Try it:
All lines in the records below that hold "transit" are to be shown.

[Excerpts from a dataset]
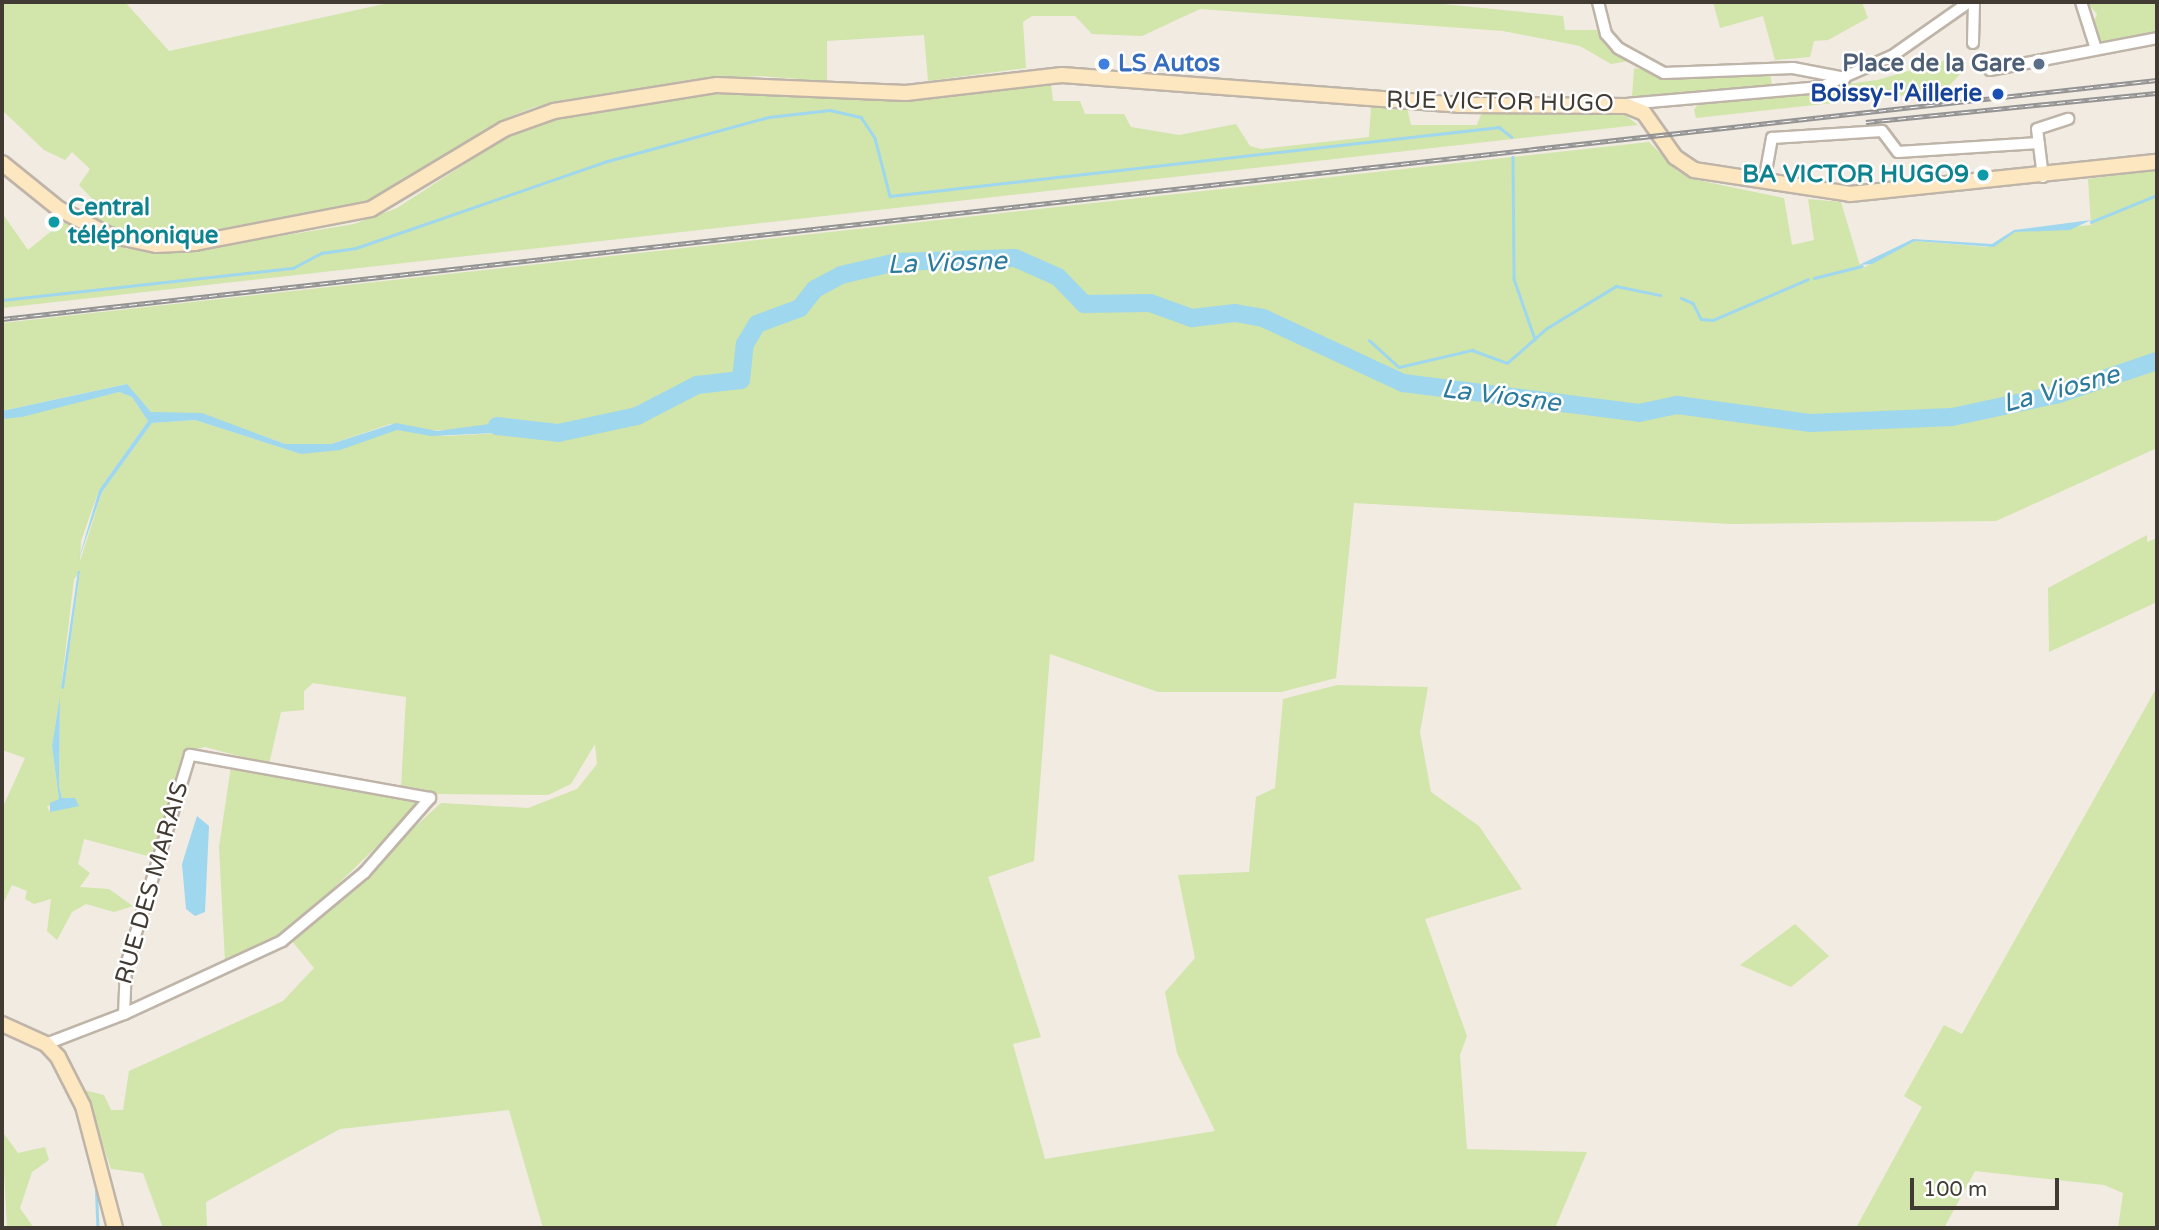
<!DOCTYPE html>
<html>
<head>
<meta charset="utf-8">
<style>
	body { margin:0 }
	#map { position:relative; width:2159px; height:1230px; overflow:hidden; background:#f1ebe2; font-family:"Varela Round",sans-serif }
	div>[style] { position:absolute }
	[style*='--x'] { left:calc(var(--x)*1px); top:calc(var(--y)*1px); width:calc(var(--w)*1px); rotate:calc(var(--a)*1deg) }
	.green>* { inset:0; background:#d2e5ab }
	.water>* { inset:0; background:#9ed7ee }
	.stream>* { height:2.5px; margin:-1.25px; padding:0 1.25px; transform-origin:1.25px; border-radius:1.25px; background:#9ed7ee }
	.river>* { height:18px; margin:-9px; padding:0 9px; transform-origin:9px; border-radius:9px; background:#9ed7ee }
	.roads { filter:drop-shadow(2px 0 #bfb4a8) drop-shadow(-2px 0 #bfb4a8) drop-shadow(0 2px #bfb4a8) drop-shadow(0 -2px #bfb4a8) }
	.street>* { height:10px; margin:-5px; padding:0 5px; transform-origin:5px; border-radius:5px; background:#fff }
	.secondary>* { height:14px; margin:-7px; padding:0 7px; transform-origin:7px; border-radius:7px; background:#fde7c0 }
	.rail>* { height:5px; margin-top:-2.5px; transform-origin:0; background:repeating-linear-gradient(90deg,#fff 0 8px,#939393 0 16px); box-sizing:border-box; border-block:2px solid #939393 }
	.dots>* { width:19px; height:19px; translate:-50% -50%; box-sizing:border-box; border:4px solid #fff; border-radius:50% }
	span { translate:-50% -50%; white-space:nowrap; text-align:center; line-height:1.15; -webkit-text-stroke:5px #fff; paint-order:stroke }
	.shop-label { font-size:24px; color:#366cbe; font-weight:700 }
	.left { translate:0 -50%; text-align:left }
	.service-label { font-size:24px; color:#4e5e75; font-weight:700 }
	.right { translate:-100% -50%; text-align:right }
	.transit-label { font-size:24px; color:#164399; font-weight:700 }
	.street-label { font-size:24px; color:#423b33 }
	.culture-label { font-size:24px; color:#0d838f; font-weight:700 }
	.water-label { font-size:26px; color:#2c7a9c; font-style:italic }
	.frame { position:absolute; inset:0; border:4px solid #423b33; pointer-events:none }
	.scale { position:absolute; left:1910px; top:1178px; width:149px; height:32px; box-sizing:border-box; border:4px solid #423b33; border-top:0; padding-left:9px; font-size:21px; line-height:24px; white-space:nowrap; color:#423b33; -webkit-text-stroke:5px #fff; paint-order:stroke }
</style>
</head>
<body>
<div id="map">
	<div class="green">
		<i style="clip-path:polygon(2px 2px,125px 2px,169px 51px,393px 2px,1422px 2px,1563px 16px,1565px 30px,1598px 30px,1628px 61px,1611px 64px,1580px 46px,1503px 31px,1200px 9px,1142px 36px,1092px 34px,1075px 16px,1032px 16px,1023px 22px,1026px 68px,928px 81px,924px 35px,827px 41px,827px 81px,760px 76px,685px 81px,535px 107px,509px 117px,382px 200px,345px 211px,163px 239px,136px 237px,95px 221px,102px 209px,79px 185px,90px 169px,72px 152px,65px 160px,44px 150px,2px 110px)"></i>
		<i style="clip-path:polygon(1713px 2px,1862px 2px,1868px 18px,1828px 40px,1814px 41px,1810px 57px,1775px 60px,1763px 16px,1720px 28px)"></i>
		<i style="clip-path:polygon(2086px 2px,2157px 2px,2157px 34px,2102px 42px,2092px 26px,2097px 14px)"></i>
		<i style="clip-path:polygon(1956px 57px,1966px 68px,1944px 91px,1696px 118px,1694px 110px,1698px 104px,1877px 80px)"></i>
		<i style="clip-path:polygon(1634px 68px,1676px 76px,1770px 73px,1773px 90px,1632px 97px)"></i>
		<i style="clip-path:polygon(1051px 84px,1053px 101px,1080px 101px,1085px 114px,1124px 114px,1131px 127px,1179px 135px,1236px 124px,1250px 146px,1261px 149px,1369px 137px,1371px 107px,1407px 107px,1411px 125px,1477px 125px,1482px 112px,1621px 112px,1638px 125px,2px 308px,2px 213px,28px 250px,65px 220px,127px 249px,197px 250px,354px 224px,397px 208px,505px 138px,559px 118px,726px 90px,906px 101px)"></i>
		<i style="clip-path:polygon(evenodd,1649px 142px,1679px 172px,1697px 180px,1784px 198px,1792px 245px,1814px 240px,1808px 199px,1841px 202px,1861px 269px,1915px 241px,1987px 247px,2015px 232px,2091px 225px,2088px 179px,2157px 170px,2157px 448px,1996px 521px,1731px 524px,1354px 503px,1336px 678px,1281px 692px,1158px 692px,1050px 654px,1034px 861px,988px 877px,1041px 1037px,1013px 1044px,1045px 1159px,1215px 1131px,1177px 1053px,1165px 992px,1195px 958px,1178px 875px,1249px 872px,1256px 797px,1275px 788px,1283px 699px,1337px 685px,1428px 687px,1420px 732px,1431px 792px,1479px 826px,1522px 889px,1425px 919px,1467px 1036px,1460px 1055px,1467px 1149px,1587px 1152px,1555px 1228px,543px 1228px,509px 1110px,340px 1129px,206px 1202px,207px 1228px,163px 1228px,143px 1173px,111px 1169px,84px 1090px,104px 1095px,111px 1110px,123px 1110px,129px 1071px,283px 1001px,314px 968px,291px 940px,441px 803px,528px 808px,577px 789px,597px 764px,595px 744px,571px 784px,548px 795px,439px 794px,401px 788px,406px 697px,313px 683px,304px 691px,304px 710px,281px 712px,269px 764px,205px 747px,184px 752px,155px 858px,84px 839px,78px 864px,90px 873px,80px 887px,109px 889px,133px 906px,114px 912px,86px 904px,72px 912px,57px 940px,47px 931px,51px 899px,34px 904px,25px 899px,27px 891px,12px 885px,2px 906px,2px 809px,25px 758px,2px 750px,2px 419px,119px 392px,132px 397px,148px 421px,99px 490px,81px 541px,80px 561px,102px 492px,152px 423px,195px 420px,301px 454px,397px 430px,445px 436px,517px 432px,518px 426px,427px 431px,390px 424px,331px 444px,285px 444px,227px 423px,151px 412px,126px 384px,2px 411px,2px 323px,1649px 142px,80px 572px,64px 688px,61px 688px,74px 579px,80px 572px,1649px 142px,60px 697px,59px 786px,62px 798px,79px 805px,50px 812px,47px 807px,59px 799px,52px 746px,60px 697px)"></i>
		<i style="clip-path:polygon(2147px 535px,2147px 542px,2157px 538px,2157px 602px,2049px 652px,2048px 588px)"></i>
		<i style="clip-path:polygon(2157px 687px,2157px 1228px,2118px 1228px,2123px 1193px,2104px 1185px,1975px 1171px,1944px 1228px,1856px 1228px,1922px 1107px,1904px 1096px,1944px 1025px,1962px 1034px)"></i>
		<i style="clip-path:polygon(231px 766px,419px 798px,421px 804px,286px 934px,225px 962px,219px 847px)"></i>
		<i style="clip-path:polygon(1795px 924px,1829px 956px,1791px 987px,1740px 965px)"></i>
		<i style="clip-path:polygon(2px 1131px,18px 1153px,45px 1147px,49px 1160px,32px 1172px,20px 1208px,34px 1228px,7px 1228px)"></i>
	</div>
	<div class="water">
		<i style="clip-path:polygon(2091px 220px,2070px 230px,2015px 232px,1994px 247px,1915px 241px,1872px 264px,1859px 265px,1913px 239px,1992px 244px,2014px 230px)"></i>
		<i style="clip-path:polygon(127px 384px,151px 412px,202px 413px,285px 444px,331px 444px,396px 423px,437px 431px,497px 423px,518px 426px,518px 432px,431px 436px,397px 430px,340px 450px,301px 454px,195px 420px,152px 423px,102px 492px,78px 562px,99px 490px,148px 421px,132px 397px,119px 392px,22px 417px,2px 419px,2px 411px)"></i>
		<i style="clip-path:polygon(78px 571px,80px 571px,64px 689px,61px 688px)"></i>
		<i style="clip-path:polygon(60px 696px,59px 786px,62px 798px,75px 798px,79px 806px,50px 812px,50px 803px,59px 799px,52px 746px)"></i>
		<i style="clip-path:polygon(197px 816px,209px 826px,205px 912px,195px 916px,186px 909px,182px 864px)"></i>
	</div>
	<div class="stream">
		<i style="--x:1513;--y:157;--w:122;--a:89.5"></i>
		<i style="--x:1514;--y:279;--w:64;--a:70.7"></i>
		<i style="--x:2091;--y:222;--w:71;--a:-22.2"></i>
		<i style="--x:1814;--y:278;--w:49;--a:-14"></i>
		<i style="--x:1681;--y:298;--w:13;--a:23"></i>
		<i style="--x:1693;--y:303;--w:18;--a:63"></i>
		<i style="--x:1701;--y:319;--w:12;--a:5"></i>
		<i style="--x:1713;--y:320;--w:103;--a:-23.3"></i>
		<i style="--x:2;--y:300;--w:293;--a:-6.3"></i>
		<i style="--x:293;--y:268;--w:32;--a:-28"></i>
		<i style="--x:321;--y:253;--w:35;--a:-8"></i>
		<i style="--x:356;--y:248;--w:262;--a:-19.1"></i>
		<i style="--x:604;--y:162;--w:171;--a:-15.3"></i>
		<i style="--x:769;--y:117;--w:61;--a:-6.5"></i>
		<i style="--x:830;--y:110;--w:32;--a:13"></i>
		<i style="--x:861;--y:117;--w:25;--a:56"></i>
		<i style="--x:875;--y:138;--w:60;--a:75.5"></i>
		<i style="--x:890;--y:196;--w:613;--a:-6.46"></i>
		<i style="--x:1499;--y:127;--w:16;--a:38"></i>
		<i style="--x:1369;--y:340;--w:40;--a:42"></i>
		<i style="--x:1399;--y:367;--w:75;--a:-13.1"></i>
		<i style="--x:1472;--y:350;--w:37;--a:20"></i>
		<i style="--x:1507;--y:363;--w:53;--a:-41.2"></i>
		<i style="--x:1547;--y:328;--w:81;--a:-31.3"></i>
		<i style="--x:1616;--y:286;--w:45;--a:11.6"></i>
		<i style="--x:96;--y:1177;--w:51;--a:87.8"></i>
	</div>
	<div class="river">
		<i style="--x:497;--y:426;--w:61;--a:6.5"></i>
		<i style="--x:558;--y:433;--w:81;--a:-12.1"></i>
		<i style="--x:637;--y:416;--w:68;--a:-27.3"></i>
		<i style="--x:697;--y:385;--w:44;--a:-6.5"></i>
		<i style="--x:741;--y:380;--w:36;--a:-84"></i>
		<i style="--x:745;--y:344;--w:23;--a:-59"></i>
		<i style="--x:757;--y:324;--w:46;--a:-20.4"></i>
		<i style="--x:800;--y:308;--w:24;--a:-52"></i>
		<i style="--x:815;--y:289;--w:30;--a:-28"></i>
		<i style="--x:841;--y:275;--w:57;--a:-13.1"></i>
		<i style="--x:897;--y:262;--w:118;--a:-1.9"></i>
		<i style="--x:1015;--y:258;--w:47;--a:23.8"></i>
		<i style="--x:1058;--y:277;--w:37;--a:46"></i>
		<i style="--x:1084;--y:304;--w:66;--a:-0.9"></i>
		<i style="--x:1150;--y:303;--w:45;--a:19.7"></i>
		<i style="--x:1192;--y:318;--w:43;--a:-6.6"></i>
		<i style="--x:1235;--y:313;--w:28;--a:10"></i>
		<i style="--x:1263;--y:318;--w:154;--a:24.9"></i>
		<i style="--x:1403;--y:383;--w:238;--a:7.2"></i>
		<i style="--x:1639;--y:413;--w:39;--a:-12"></i>
		<i style="--x:1677;--y:405;--w:135;--a:7.7"></i>
		<i style="--x:1811;--y:423;--w:141;--a:-2.4"></i>
		<i style="--x:1952;--y:417;--w:109;--a:-12.1"></i>
		<i style="--x:2059;--y:394;--w:103;--a:-18.6"></i>
	</div>
	<div class="roads">
		<div class="street">
			<i style="--x:1598;--y:2;--w:33;--a:76"></i>
			<i style="--x:1606;--y:34;--w:18;--a:49"></i>
			<i style="--x:1618;--y:48;--w:52;--a:28.5"></i>
			<i style="--x:1664;--y:73;--w:129;--a:-2.2"></i>
			<i style="--x:1793;--y:68;--w:53;--a:10.9"></i>
			<i style="--x:2081;--y:2;--w:49;--a:72.3"></i>
			<i style="--x:1973;--y:43;--w:41;--a:-88.6"></i>
			<i style="--x:1990;--y:70;--w:170;--a:-10.8"></i>
			<i style="--x:1626;--y:104;--w:196;--a:-5"></i>
			<i style="--x:1821;--y:87;--w:77;--a:-23.6"></i>
			<i style="--x:1892;--y:56;--w:94;--a:-35"></i>
			<i style="--x:2043;--y:177;--w:48;--a:-97.1"></i>
			<i style="--x:2037;--y:129;--w:33;--a:-18"></i>
			<i style="--x:1764;--y:182;--w:45;--a:-79.7"></i>
			<i style="--x:1772;--y:138;--w:110;--a:-3.6"></i>
			<i style="--x:1882;--y:131;--w:26;--a:53"></i>
			<i style="--x:1898;--y:152;--w:141;--a:-3.7"></i>
			<i style="--x:46;--y:1044;--w:84;--a:-21"></i>
			<i style="--x:124;--y:1014;--w:174;--a:-24.8"></i>
			<i style="--x:282;--y:941;--w:107;--a:-39.7"></i>
			<i style="--x:364;--y:873;--w:100;--a:-48.7"></i>
			<i style="--x:430;--y:798;--w:244;--a:-169.8"></i>
			<i style="--x:190;--y:755;--w:220;--a:106.9"></i>
			<i style="--x:126;--y:965;--w:49;--a:92.3"></i>
		</div>
		<div class="secondary">
			<i style="--x:2;--y:163;--w:73;--a:38.9"></i>
			<i style="--x:59;--y:209;--w:56;--a:27.5"></i>
			<i style="--x:109;--y:235;--w:48;--a:12"></i>
			<i style="--x:156;--y:245;--w:39;--a:-3"></i>
			<i style="--x:195;--y:243;--w:179;--a:-10.9"></i>
			<i style="--x:371;--y:209;--w:155;--a:-31"></i>
			<i style="--x:504;--y:129;--w:53;--a:-19.8"></i>
			<i style="--x:554;--y:111;--w:165;--a:-9.1"></i>
			<i style="--x:717;--y:85;--w:189;--a:2.4"></i>
			<i style="--x:906;--y:93;--w:157;--a:-6.6"></i>
			<i style="--x:1062;--y:75;--w:398;--a:4.3"></i>
			<i style="--x:1459;--y:105;--w:168;--a:0.3"></i>
			<i style="--x:1627;--y:106;--w:18;--a:22"></i>
			<i style="--x:1644;--y:113;--w:54;--a:54.8"></i>
			<i style="--x:1675;--y:157;--w:23;--a:34"></i>
			<i style="--x:1694;--y:170;--w:158;--a:8.7"></i>
			<i style="--x:1850;--y:194;--w:309;--a:-6"></i>
			<i style="--x:2;--y:1024;--w:48;--a:24.4"></i>
			<i style="--x:46;--y:1044;--w:18;--a:47"></i>
			<i style="--x:58;--y:1057;--w:55;--a:63"></i>
			<i style="--x:83;--y:1106;--w:126;--a:75.3"></i>
		</div>
	</div>
	<div class="rail">
		<i style="--x:1866;--y:122;--w:292;--a:-5.7"></i>
		<i style="--x:2;--y:319;--w:2168;--a:-6.33"></i>
	</div>
	<div class="dots">
		<i style="left:1104px;top:64px;background:#3f7fe0"></i>
		<i style="left:2039px;top:64px;background:#5c6f8a"></i>
		<i style="left:1998px;top:94px;background:#1a4fb4"></i>
		<i style="left:1983px;top:175px;background:#0f9aa8"></i>
		<i style="left:54px;top:222px;background:#0f9aa8"></i>
	</div>
	<div class="shop-label">
		<span class="left" style="left:1118px;top:64px">LS Autos</span>
	</div>
	<div class="service-label">
		<span class="right" style="left:2025px;top:64px">Place de la Gare</span>
	</div>
	<div class="transit-label">
		<span class="right" style="left:1982px;top:94px">Boissy-l'Aillerie</span>
	</div>
	<div class="street-label">
		<span style="left:1500px;top:102px;rotate:1deg">RUE VICTOR HUGO</span>
		<span style="left:152px;top:883px;rotate:-74deg">RUE DES MARAIS</span>
	</div>
	<div class="culture-label">
		<span class="right" style="left:1969px;top:175px">BA VICTOR HUGO9</span>
		<span class="left" style="left:68px;top:222px">Central<br>téléphonique</span>
	</div>
	<div class="water-label">
		<span style="left:947px;top:263px;rotate:-2deg">La Viosne</span>
		<span style="left:2061px;top:389px;rotate:-15deg">La Viosne</span>
		<span style="left:1501px;top:396px;rotate:7deg">La Viosne</span>
	</div>
	<div class="frame"></div>
	<div class="scale">100 m</div>
</div>
</body>
</html>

Task output:
	.transit-label { font-size:24px; color:#164399; font-weight:700 }
	<div class="transit-label">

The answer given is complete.